Tuesday, October 03, 2006

An Equal-Opportunity Disorder

The media are abuzz with the findings of a recent study indicating that men are almost as likely (5.5 percent of men) to be compulsive shoppers as women (6 percent of whom engage in the behavior).

The complete findings of the study appear in the current issue of a major national publication. No, not Cosmopolitan or GQ, as you might expect, but the American Journal of Psychiatry. If you're wondering why excessive spending is of interest to medical professionals, it's because, in yet another instance of the medicalizing of life (i.e., reducing all manner of life's problems to illness), the American Psychiatric Association claims that those who frequently experience irresistible and irrational urges to buy things suffer from a condition known as "compulsive buying (or shopping) disorder." According to one account of the study's findings, "Sufferers often rack up thousands of dollars in debt and lie to their loved ones about their purchases. The consequences can be bankruptcy, divorce, embezzlement and even suicide attempts." Researchers conclude that one in 20 adults in the U.S. "suffer" from the "condition."

What is not being as widely broadcast is the fact that this study was funded by an educational grant from Forest Pharmaceuticals Inc. (see small print at the end of the above linked article), whose speaker's bureau includes both the senior author (Lorrin Koran) and co-author (Elias Aboujaoude) of the compulsive shopping study. What makes this connection so interesting is the fact that three years ago another study, also funded by a grant from Forest Labs, reported that a commonly prescribed antidepressant called citalopram (which Forest Labs just happens to manufacture) might be useful in alleviating compulsive shopping disorder. It comes as no surprise that Lorrin Koran was this study's lead researcher as well.

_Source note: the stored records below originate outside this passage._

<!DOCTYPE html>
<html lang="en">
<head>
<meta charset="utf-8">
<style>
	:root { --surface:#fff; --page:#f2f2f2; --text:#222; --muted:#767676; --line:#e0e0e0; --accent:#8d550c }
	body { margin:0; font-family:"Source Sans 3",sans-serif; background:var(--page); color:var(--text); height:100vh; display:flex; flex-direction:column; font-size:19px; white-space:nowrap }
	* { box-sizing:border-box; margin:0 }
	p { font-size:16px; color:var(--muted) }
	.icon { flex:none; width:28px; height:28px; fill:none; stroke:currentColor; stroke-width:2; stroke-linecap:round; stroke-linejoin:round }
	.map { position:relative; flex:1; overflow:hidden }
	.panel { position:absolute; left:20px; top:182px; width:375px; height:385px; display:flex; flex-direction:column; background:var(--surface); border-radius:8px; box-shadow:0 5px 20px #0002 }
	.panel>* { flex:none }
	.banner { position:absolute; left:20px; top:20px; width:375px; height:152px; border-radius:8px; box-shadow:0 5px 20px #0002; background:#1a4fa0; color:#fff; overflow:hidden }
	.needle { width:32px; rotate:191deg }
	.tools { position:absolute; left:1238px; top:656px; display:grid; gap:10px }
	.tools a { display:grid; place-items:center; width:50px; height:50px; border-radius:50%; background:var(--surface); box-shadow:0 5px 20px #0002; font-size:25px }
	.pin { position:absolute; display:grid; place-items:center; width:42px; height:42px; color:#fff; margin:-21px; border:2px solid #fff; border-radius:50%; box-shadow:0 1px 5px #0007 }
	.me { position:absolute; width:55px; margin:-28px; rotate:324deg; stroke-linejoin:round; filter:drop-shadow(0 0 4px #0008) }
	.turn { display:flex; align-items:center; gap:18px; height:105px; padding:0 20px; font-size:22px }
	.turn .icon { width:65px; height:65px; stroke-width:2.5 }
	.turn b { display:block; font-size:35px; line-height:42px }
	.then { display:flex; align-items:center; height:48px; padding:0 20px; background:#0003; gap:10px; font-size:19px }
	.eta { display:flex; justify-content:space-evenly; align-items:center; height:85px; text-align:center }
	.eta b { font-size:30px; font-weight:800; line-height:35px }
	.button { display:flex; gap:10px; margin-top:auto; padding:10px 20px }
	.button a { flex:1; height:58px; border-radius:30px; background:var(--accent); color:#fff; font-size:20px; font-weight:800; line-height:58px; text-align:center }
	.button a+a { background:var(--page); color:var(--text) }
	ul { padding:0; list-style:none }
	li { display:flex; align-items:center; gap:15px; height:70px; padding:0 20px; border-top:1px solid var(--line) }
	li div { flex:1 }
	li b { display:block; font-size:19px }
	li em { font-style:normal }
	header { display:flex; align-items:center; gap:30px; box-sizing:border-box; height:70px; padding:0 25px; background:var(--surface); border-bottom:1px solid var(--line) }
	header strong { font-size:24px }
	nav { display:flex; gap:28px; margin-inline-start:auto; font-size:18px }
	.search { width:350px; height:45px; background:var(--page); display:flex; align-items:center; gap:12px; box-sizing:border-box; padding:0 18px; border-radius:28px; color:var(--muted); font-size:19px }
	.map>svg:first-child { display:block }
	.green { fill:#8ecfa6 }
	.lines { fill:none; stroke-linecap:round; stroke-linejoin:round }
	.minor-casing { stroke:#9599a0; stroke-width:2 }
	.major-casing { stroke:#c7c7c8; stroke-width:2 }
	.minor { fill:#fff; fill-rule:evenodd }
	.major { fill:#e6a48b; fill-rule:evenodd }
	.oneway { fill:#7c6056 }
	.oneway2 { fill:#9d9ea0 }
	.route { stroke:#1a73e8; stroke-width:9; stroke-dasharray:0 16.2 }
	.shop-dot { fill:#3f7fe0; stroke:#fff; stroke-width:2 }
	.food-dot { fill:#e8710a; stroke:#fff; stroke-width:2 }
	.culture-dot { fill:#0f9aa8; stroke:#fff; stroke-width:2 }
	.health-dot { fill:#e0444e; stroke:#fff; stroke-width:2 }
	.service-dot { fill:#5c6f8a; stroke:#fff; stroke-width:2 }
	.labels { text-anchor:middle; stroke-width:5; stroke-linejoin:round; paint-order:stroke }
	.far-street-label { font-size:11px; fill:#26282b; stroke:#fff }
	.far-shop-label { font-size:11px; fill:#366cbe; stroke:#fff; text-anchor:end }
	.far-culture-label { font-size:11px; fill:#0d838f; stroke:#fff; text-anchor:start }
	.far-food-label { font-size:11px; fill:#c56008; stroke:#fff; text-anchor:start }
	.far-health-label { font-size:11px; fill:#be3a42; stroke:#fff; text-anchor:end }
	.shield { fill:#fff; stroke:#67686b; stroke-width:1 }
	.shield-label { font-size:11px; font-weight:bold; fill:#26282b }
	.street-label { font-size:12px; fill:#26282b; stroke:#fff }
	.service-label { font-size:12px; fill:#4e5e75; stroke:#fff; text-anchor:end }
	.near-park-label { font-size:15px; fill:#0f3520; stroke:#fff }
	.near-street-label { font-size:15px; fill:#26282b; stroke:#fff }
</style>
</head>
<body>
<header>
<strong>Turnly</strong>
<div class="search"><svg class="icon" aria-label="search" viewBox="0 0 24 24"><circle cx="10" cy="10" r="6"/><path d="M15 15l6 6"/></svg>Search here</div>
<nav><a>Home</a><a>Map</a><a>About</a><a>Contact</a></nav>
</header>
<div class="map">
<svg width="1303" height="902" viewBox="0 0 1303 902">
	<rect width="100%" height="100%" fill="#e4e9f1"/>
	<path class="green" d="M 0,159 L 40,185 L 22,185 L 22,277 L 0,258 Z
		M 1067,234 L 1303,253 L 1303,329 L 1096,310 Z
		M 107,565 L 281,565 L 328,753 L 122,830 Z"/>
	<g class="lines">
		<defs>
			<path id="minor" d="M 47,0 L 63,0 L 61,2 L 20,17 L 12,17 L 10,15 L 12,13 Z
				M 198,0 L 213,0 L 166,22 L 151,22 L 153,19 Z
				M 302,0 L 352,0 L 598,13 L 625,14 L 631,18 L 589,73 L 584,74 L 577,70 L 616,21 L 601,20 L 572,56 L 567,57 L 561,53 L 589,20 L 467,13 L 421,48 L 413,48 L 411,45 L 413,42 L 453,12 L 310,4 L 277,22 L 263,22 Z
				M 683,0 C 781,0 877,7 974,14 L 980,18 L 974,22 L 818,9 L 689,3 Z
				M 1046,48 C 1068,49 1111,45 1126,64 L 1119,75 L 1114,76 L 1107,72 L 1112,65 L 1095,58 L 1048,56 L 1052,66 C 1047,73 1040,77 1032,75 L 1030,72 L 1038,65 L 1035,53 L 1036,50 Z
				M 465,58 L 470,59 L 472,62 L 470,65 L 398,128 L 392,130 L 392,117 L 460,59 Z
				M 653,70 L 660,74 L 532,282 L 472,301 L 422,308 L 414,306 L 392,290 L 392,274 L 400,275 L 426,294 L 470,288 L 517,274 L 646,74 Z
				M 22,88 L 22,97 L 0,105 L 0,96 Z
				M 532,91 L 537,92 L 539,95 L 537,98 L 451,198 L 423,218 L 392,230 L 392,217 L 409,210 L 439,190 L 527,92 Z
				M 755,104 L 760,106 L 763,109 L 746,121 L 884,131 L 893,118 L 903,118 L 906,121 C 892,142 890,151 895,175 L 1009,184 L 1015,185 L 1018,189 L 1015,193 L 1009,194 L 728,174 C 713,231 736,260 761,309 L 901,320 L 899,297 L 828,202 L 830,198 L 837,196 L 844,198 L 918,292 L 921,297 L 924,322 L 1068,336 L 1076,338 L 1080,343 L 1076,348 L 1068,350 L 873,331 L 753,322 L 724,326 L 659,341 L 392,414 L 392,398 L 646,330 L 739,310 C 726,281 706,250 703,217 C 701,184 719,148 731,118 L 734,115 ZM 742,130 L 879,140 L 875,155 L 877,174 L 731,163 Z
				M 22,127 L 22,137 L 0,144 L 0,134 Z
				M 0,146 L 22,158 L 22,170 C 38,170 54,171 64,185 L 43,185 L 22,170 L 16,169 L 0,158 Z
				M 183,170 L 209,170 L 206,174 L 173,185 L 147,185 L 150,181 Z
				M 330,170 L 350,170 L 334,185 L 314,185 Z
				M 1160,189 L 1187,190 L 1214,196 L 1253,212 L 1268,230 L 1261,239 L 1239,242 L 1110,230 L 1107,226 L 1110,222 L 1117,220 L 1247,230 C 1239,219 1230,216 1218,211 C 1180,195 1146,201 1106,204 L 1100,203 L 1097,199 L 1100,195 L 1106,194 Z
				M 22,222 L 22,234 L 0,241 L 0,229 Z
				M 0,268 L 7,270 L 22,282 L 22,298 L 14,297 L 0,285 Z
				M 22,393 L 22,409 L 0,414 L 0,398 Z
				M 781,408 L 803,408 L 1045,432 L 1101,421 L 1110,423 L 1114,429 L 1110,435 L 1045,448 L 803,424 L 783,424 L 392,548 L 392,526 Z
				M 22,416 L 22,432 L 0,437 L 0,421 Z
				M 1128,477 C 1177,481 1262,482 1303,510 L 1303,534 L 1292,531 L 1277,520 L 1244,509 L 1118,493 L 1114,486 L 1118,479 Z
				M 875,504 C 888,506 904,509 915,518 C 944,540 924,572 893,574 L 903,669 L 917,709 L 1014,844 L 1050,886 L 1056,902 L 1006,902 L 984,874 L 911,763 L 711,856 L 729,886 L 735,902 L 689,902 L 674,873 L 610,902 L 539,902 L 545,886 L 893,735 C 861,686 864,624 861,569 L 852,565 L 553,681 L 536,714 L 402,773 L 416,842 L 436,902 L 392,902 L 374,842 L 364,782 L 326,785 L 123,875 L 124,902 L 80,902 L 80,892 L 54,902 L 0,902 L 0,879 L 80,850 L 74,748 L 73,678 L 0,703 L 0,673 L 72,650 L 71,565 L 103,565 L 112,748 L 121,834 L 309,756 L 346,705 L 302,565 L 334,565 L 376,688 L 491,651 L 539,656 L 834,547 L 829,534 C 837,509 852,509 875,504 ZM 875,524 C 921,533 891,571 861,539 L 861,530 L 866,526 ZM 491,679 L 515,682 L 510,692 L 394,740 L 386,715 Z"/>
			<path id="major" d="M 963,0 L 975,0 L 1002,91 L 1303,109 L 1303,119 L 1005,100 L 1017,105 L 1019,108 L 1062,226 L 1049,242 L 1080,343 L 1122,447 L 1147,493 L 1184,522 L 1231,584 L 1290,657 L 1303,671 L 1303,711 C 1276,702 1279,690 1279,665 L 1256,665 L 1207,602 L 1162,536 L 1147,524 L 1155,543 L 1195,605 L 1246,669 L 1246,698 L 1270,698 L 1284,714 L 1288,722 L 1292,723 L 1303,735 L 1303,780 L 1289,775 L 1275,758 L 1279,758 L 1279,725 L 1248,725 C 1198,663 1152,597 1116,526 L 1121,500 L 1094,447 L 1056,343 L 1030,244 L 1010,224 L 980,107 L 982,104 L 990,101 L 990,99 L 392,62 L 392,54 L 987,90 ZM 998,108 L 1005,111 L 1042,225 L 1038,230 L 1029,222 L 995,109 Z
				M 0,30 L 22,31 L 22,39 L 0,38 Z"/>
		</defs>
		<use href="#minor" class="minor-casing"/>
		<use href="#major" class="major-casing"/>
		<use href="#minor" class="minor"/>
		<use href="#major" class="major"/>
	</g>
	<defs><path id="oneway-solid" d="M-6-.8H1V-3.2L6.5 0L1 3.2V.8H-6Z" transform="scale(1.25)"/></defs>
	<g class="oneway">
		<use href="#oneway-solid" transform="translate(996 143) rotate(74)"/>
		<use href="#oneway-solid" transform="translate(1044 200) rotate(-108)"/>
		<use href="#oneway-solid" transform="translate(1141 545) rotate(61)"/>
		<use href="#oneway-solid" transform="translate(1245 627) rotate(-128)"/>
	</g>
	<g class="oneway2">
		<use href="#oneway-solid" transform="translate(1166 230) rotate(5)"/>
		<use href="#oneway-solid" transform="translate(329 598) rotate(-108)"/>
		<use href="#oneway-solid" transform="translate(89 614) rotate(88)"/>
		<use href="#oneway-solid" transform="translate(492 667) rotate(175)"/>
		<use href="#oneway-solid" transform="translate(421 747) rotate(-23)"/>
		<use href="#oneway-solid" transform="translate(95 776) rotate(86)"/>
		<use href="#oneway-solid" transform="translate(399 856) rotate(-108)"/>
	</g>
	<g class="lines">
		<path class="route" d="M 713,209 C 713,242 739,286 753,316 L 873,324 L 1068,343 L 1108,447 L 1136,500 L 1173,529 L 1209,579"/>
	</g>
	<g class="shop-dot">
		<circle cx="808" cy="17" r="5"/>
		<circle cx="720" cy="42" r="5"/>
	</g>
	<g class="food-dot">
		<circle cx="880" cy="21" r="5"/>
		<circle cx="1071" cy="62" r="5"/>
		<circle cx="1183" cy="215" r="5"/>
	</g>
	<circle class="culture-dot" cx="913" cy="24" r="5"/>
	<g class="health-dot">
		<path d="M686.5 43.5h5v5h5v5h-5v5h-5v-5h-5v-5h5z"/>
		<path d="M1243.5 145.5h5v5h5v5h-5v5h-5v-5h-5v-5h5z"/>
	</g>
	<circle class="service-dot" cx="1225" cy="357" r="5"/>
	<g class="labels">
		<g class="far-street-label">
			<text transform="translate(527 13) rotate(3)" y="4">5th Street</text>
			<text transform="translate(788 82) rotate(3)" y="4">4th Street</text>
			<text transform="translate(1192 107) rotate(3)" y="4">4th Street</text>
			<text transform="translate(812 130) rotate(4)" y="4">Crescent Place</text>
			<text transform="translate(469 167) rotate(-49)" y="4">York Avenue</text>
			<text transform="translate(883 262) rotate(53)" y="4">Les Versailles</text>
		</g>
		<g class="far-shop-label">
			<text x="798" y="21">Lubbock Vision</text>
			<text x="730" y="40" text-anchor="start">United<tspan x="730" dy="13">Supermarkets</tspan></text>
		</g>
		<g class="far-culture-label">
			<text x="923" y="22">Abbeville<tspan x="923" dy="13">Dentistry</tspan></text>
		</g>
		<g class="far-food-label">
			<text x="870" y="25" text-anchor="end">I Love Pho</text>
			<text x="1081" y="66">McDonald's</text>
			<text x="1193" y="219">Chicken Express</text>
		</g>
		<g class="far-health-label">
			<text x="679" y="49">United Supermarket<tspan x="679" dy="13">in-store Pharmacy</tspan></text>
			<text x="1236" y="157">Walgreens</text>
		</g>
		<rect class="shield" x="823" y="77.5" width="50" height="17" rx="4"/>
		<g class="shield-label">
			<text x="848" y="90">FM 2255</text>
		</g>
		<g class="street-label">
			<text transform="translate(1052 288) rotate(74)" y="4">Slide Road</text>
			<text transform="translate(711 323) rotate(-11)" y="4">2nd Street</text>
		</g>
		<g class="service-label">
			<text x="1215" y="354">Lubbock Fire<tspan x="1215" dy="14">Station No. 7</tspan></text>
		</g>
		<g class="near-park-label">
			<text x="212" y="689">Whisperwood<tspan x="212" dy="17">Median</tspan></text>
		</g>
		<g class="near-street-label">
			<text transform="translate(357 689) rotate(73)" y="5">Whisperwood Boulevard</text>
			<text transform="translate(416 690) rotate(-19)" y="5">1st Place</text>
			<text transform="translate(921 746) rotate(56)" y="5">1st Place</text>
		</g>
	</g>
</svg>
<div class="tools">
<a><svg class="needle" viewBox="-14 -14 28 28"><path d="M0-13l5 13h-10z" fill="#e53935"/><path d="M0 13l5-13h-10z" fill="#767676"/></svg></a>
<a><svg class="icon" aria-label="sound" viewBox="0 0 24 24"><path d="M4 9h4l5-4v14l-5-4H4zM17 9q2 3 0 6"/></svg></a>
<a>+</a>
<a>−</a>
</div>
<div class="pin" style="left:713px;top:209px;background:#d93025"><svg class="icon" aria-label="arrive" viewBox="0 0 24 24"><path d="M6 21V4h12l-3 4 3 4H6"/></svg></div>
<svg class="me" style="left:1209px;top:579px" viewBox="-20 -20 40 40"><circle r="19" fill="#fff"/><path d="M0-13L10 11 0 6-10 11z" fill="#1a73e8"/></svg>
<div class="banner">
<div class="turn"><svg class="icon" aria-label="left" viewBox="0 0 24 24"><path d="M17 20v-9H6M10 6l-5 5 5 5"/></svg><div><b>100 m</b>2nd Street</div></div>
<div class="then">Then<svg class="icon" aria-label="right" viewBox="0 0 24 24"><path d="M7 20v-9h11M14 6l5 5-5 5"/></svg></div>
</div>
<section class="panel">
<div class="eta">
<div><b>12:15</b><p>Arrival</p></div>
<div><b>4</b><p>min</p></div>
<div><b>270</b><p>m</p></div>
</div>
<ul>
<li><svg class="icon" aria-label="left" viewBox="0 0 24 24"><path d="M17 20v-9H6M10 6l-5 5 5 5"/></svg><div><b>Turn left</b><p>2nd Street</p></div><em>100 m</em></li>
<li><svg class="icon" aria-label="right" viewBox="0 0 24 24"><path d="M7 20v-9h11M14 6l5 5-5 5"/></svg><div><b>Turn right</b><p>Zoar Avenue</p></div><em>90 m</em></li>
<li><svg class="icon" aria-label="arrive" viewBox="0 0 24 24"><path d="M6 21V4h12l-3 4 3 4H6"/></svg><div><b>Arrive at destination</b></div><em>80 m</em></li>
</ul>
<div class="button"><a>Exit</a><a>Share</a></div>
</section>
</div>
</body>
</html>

Of course, the fact that those researching a drug's effectiveness are in the employ of the pharmaceutical company that manufactures it does not in itself discredit the research. However, it should at least raise suspicion about just how objective the research is. I've been doing a fair amount of reading lately about the marketing strategies of pharmaceutical companies and it's distressing, to say the least. In their book Selling Sickness: How the World's Biggest Pharmaceutical Companies are Turning Us All into Patients, Ray Moynihan and Alan Cassels write:
Psychiatry's intimate relationship with the pharmaceutical industry has become notorious. When the former New England Journal of Medicine editor Dr. Marcia Angell published her famous editorial "Is Academic Medicine for Sale?," it was this group of specialists that she chose to illustrate her point. She wrote that when journal staff were searching for an experienced and independent psychiatrist to write a review article about antidepressants, they had a great difficulty finding one, because only "very few" in the entire United States were free of financial ties to the drug makers (25-26).
Now that it has been "established" that compulsive spending is not just a women's issue, as previously thought, the market for drugs promising to treat the condition has been expanded, much to the pharmaceutical companies' glee, not to mention the relief of those now liberated from any moral evaluation of their insatiable appetites in the name of medical science.